→ **Activity**:
Return the data below exactly, minus the pictures.

Stored data entries
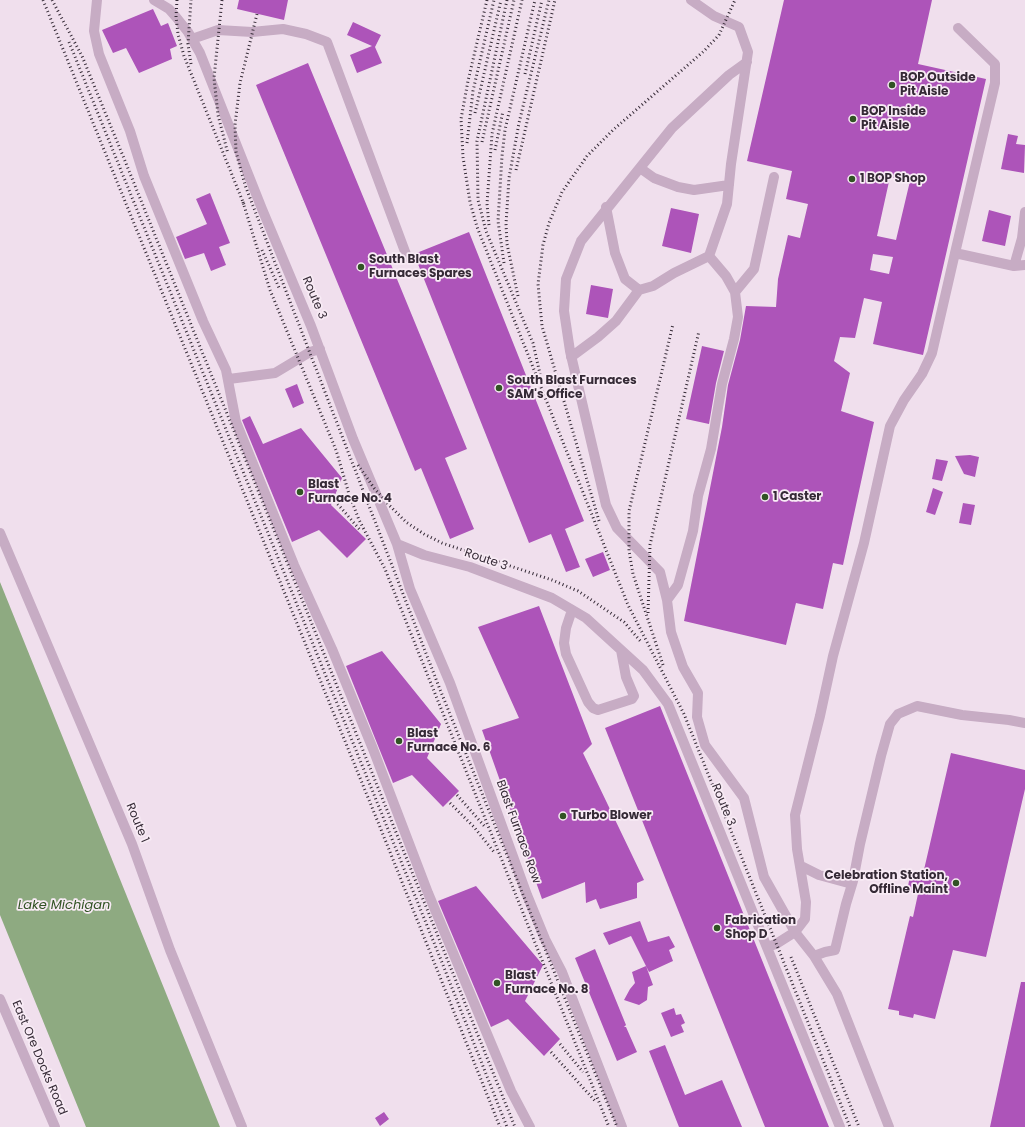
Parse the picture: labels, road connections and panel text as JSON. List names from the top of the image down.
{
  "streets": {
    "street": [
      "Route 3",
      "Route 1",
      "Blast Furnace Row",
      "East Ore Docks Road"
    ]
  },
  "crossings": [
    ["Route 3", "Blast Furnace Row"]
  ],
  "water": ["Lake Michigan"],
  "places": [
    "BOP Outside Pit Aisle",
    "BOP Inside Pit Aisle",
    "1 BOP Shop",
    "South Blast Furnaces Spares",
    "South Blast Furnaces SAM's Office",
    "Blast Furnace No. 4",
    "1 Caster",
    "Blast Furnace No. 6",
    "Turbo Blower",
    "Celebration Station, Offline Maint",
    "Fabrication Shop D",
    "Blast Furnace No. 8"
  ]
}
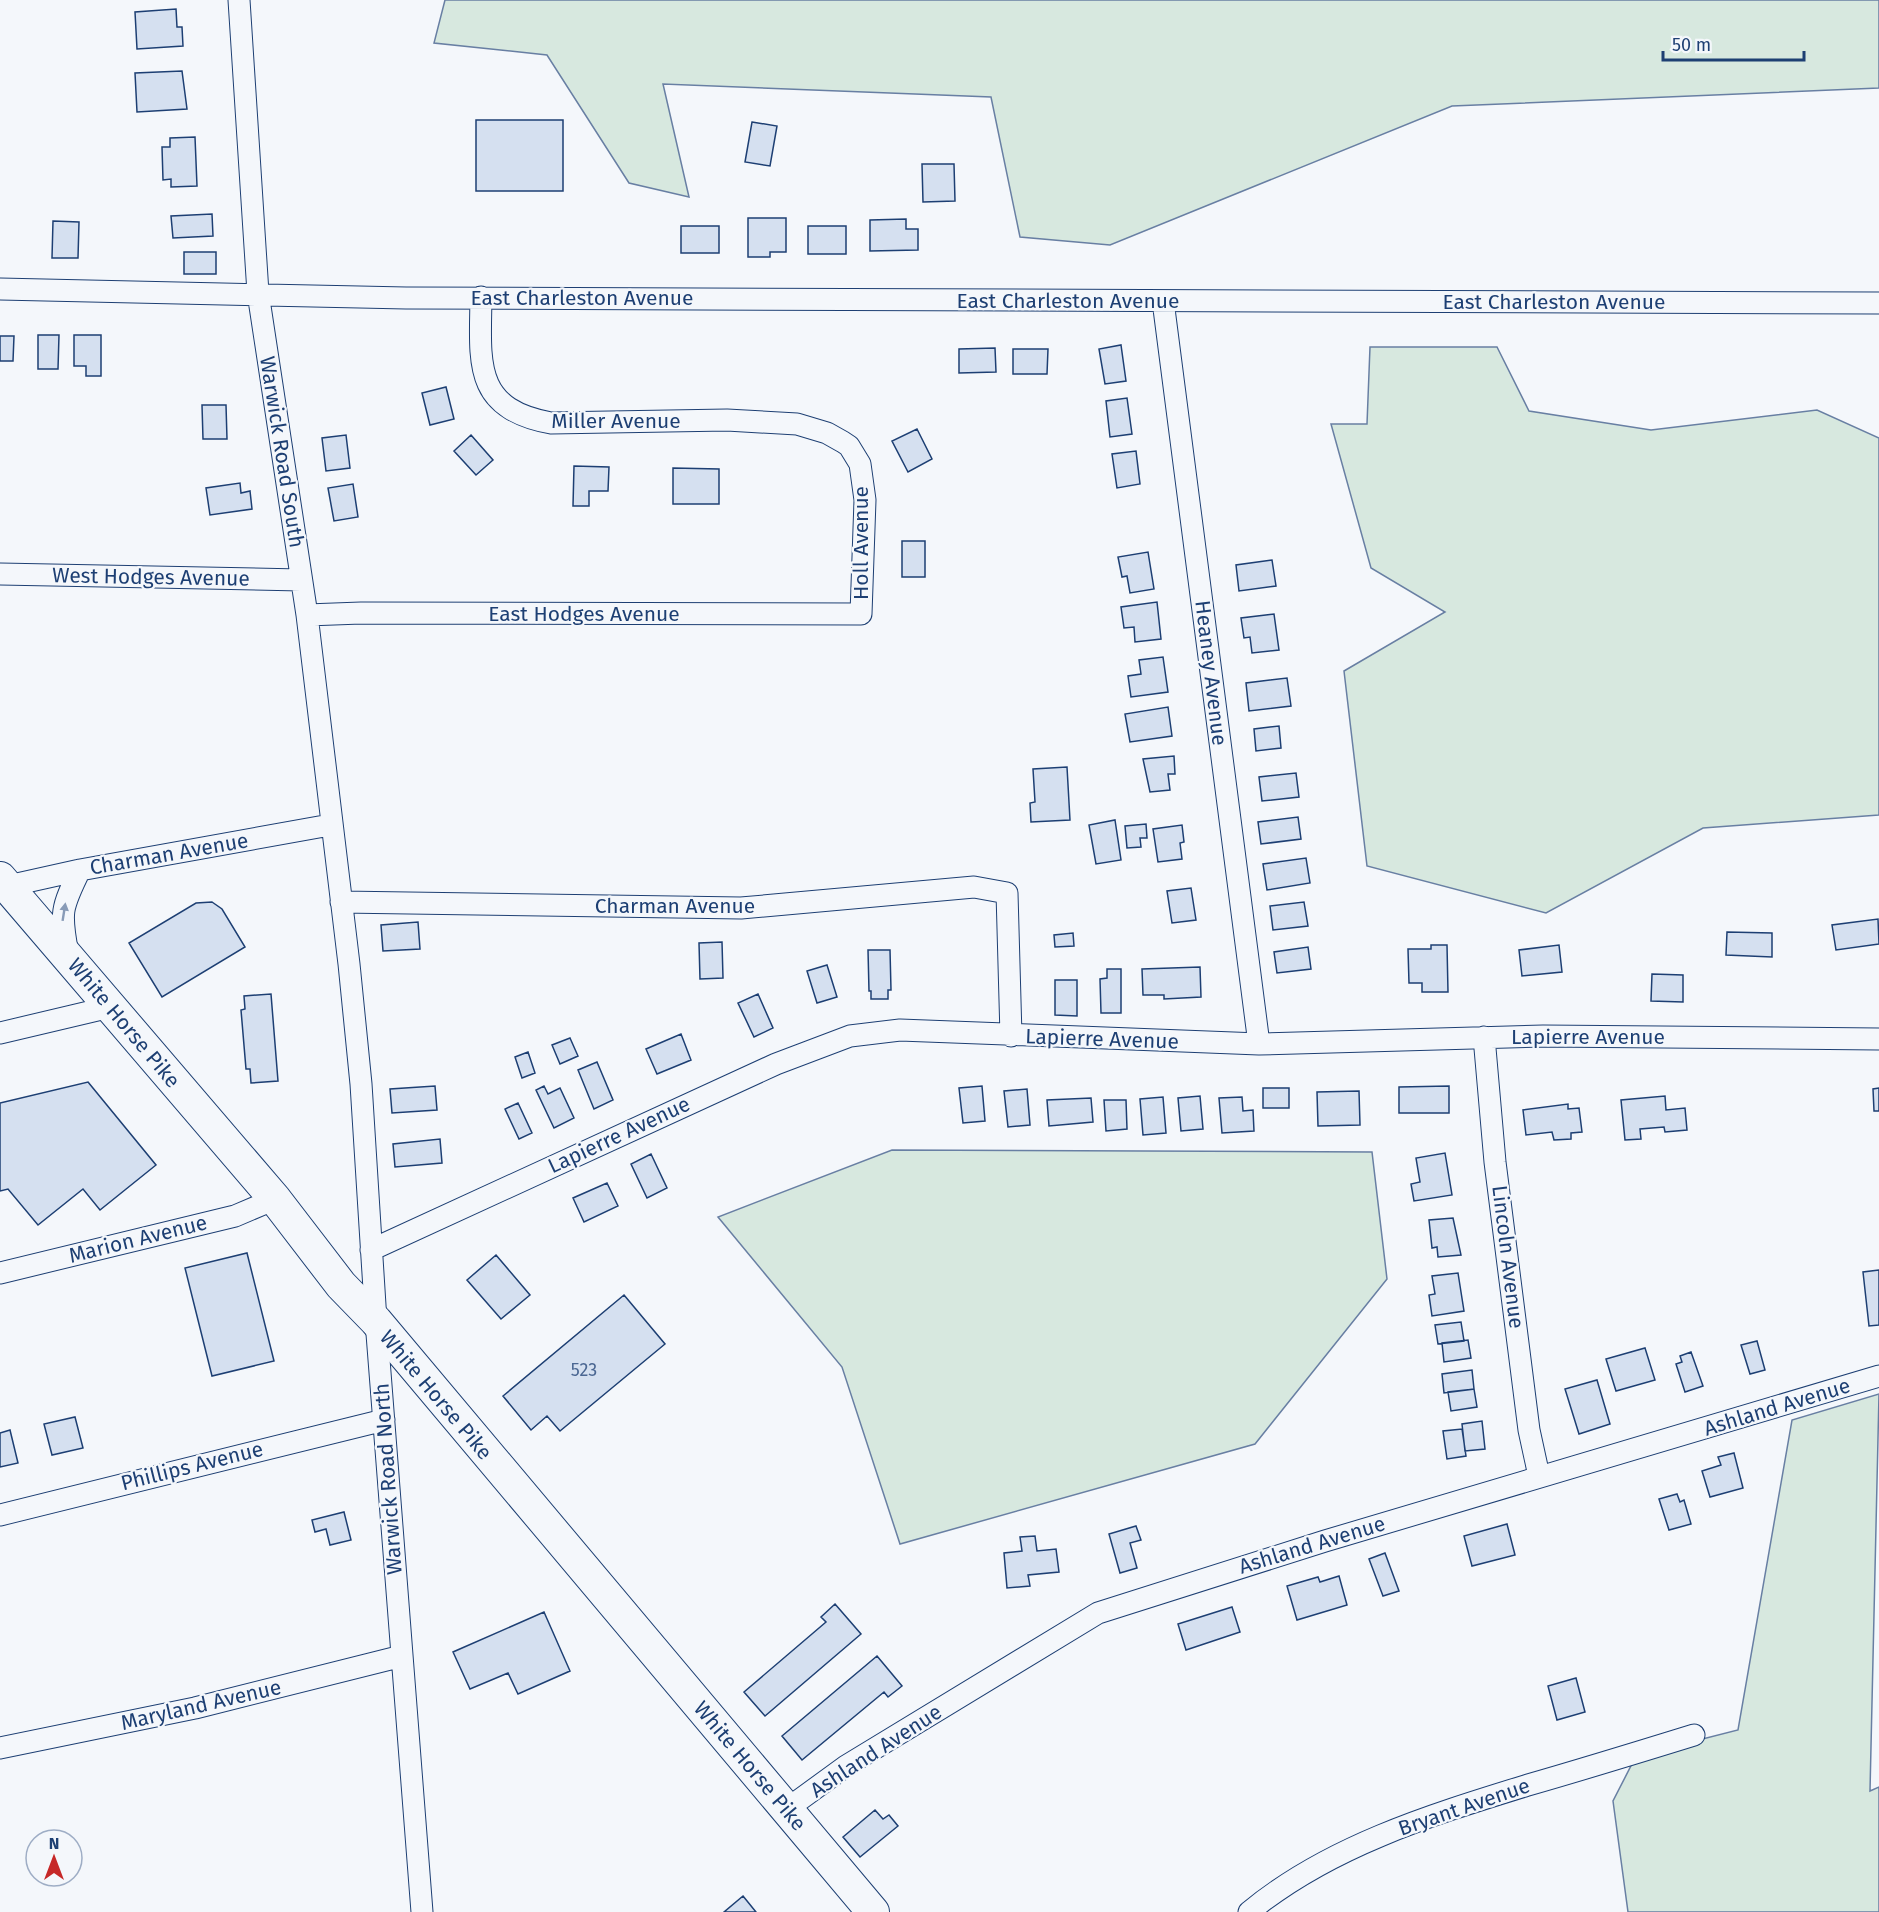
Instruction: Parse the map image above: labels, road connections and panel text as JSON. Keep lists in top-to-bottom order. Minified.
{"streets":{"highway":["White Horse Pike"],"street":["East Charleston Avenue","Miller Avenue","Warwick Road South","Holl Avenue","West Hodges Avenue","East Hodges Avenue","Heaney Avenue","Charman Avenue","Lapierre Avenue","Marion Avenue","Lincoln Avenue","Ashland Avenue","Phillips Avenue","Warwick Road North","Maryland Avenue","Bryant Avenue"]},"crossings":[["East Charleston Avenue","Miller Avenue"],["East Charleston Avenue","Warwick Road South"],["East Charleston Avenue","Heaney Avenue"],["Miller Avenue","Holl Avenue"],["Warwick Road South","West Hodges Avenue"],["Warwick Road South","East Hodges Avenue"],["Warwick Road South","Charman Avenue"],["Warwick Road South","Warwick Road North"],["Holl Avenue","East Hodges Avenue"],["Heaney Avenue","Lapierre Avenue"],["Charman Avenue","White Horse Pike"],["Charman Avenue","Lapierre Avenue"],["Charman Avenue","Warwick Road North"],["White Horse Pike","Marion Avenue"],["White Horse Pike","Ashland Avenue"],["White Horse Pike","Warwick Road North"],["Lapierre Avenue","Lincoln Avenue"],["Lapierre Avenue","Warwick Road North"],["Lincoln Avenue","Ashland Avenue"],["Phillips Avenue","Warwick Road North"],["Warwick Road North","Maryland Avenue"]],"house_numbers":["523"],"scale_bar":"50 m","north":"top"}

→ **Result of the exercise**:
Parse the picture: labels, road connections and panel text as JSON. List names from the top of the image down.
{
  "streets": {
    "street": [
      "Route 3",
      "Route 1",
      "Blast Furnace Row",
      "East Ore Docks Road"
    ]
  },
  "crossings": [
    ["Route 3", "Blast Furnace Row"]
  ],
  "water": ["Lake Michigan"],
  "places": [
    "BOP Outside Pit Aisle",
    "BOP Inside Pit Aisle",
    "1 BOP Shop",
    "South Blast Furnaces Spares",
    "South Blast Furnaces SAM's Office",
    "Blast Furnace No. 4",
    "1 Caster",
    "Blast Furnace No. 6",
    "Turbo Blower",
    "Celebration Station, Offline Maint",
    "Fabrication Shop D",
    "Blast Furnace No. 8"
  ]
}
Instruction: Parse the map image above: labels, road connections and panel text as JSON. Keep lists in top-to-bottom order. Minified.
{"streets":{"highway":["White Horse Pike"],"street":["East Charleston Avenue","Miller Avenue","Warwick Road South","Holl Avenue","West Hodges Avenue","East Hodges Avenue","Heaney Avenue","Charman Avenue","Lapierre Avenue","Marion Avenue","Lincoln Avenue","Ashland Avenue","Phillips Avenue","Warwick Road North","Maryland Avenue","Bryant Avenue"]},"crossings":[["East Charleston Avenue","Miller Avenue"],["East Charleston Avenue","Warwick Road South"],["East Charleston Avenue","Heaney Avenue"],["Miller Avenue","Holl Avenue"],["Warwick Road South","West Hodges Avenue"],["Warwick Road South","East Hodges Avenue"],["Warwick Road South","Charman Avenue"],["Warwick Road South","Warwick Road North"],["Holl Avenue","East Hodges Avenue"],["Heaney Avenue","Lapierre Avenue"],["Charman Avenue","White Horse Pike"],["Charman Avenue","Lapierre Avenue"],["Charman Avenue","Warwick Road North"],["White Horse Pike","Marion Avenue"],["White Horse Pike","Ashland Avenue"],["White Horse Pike","Warwick Road North"],["Lapierre Avenue","Lincoln Avenue"],["Lapierre Avenue","Warwick Road North"],["Lincoln Avenue","Ashland Avenue"],["Phillips Avenue","Warwick Road North"],["Warwick Road North","Maryland Avenue"]],"house_numbers":["523"],"scale_bar":"50 m","north":"top"}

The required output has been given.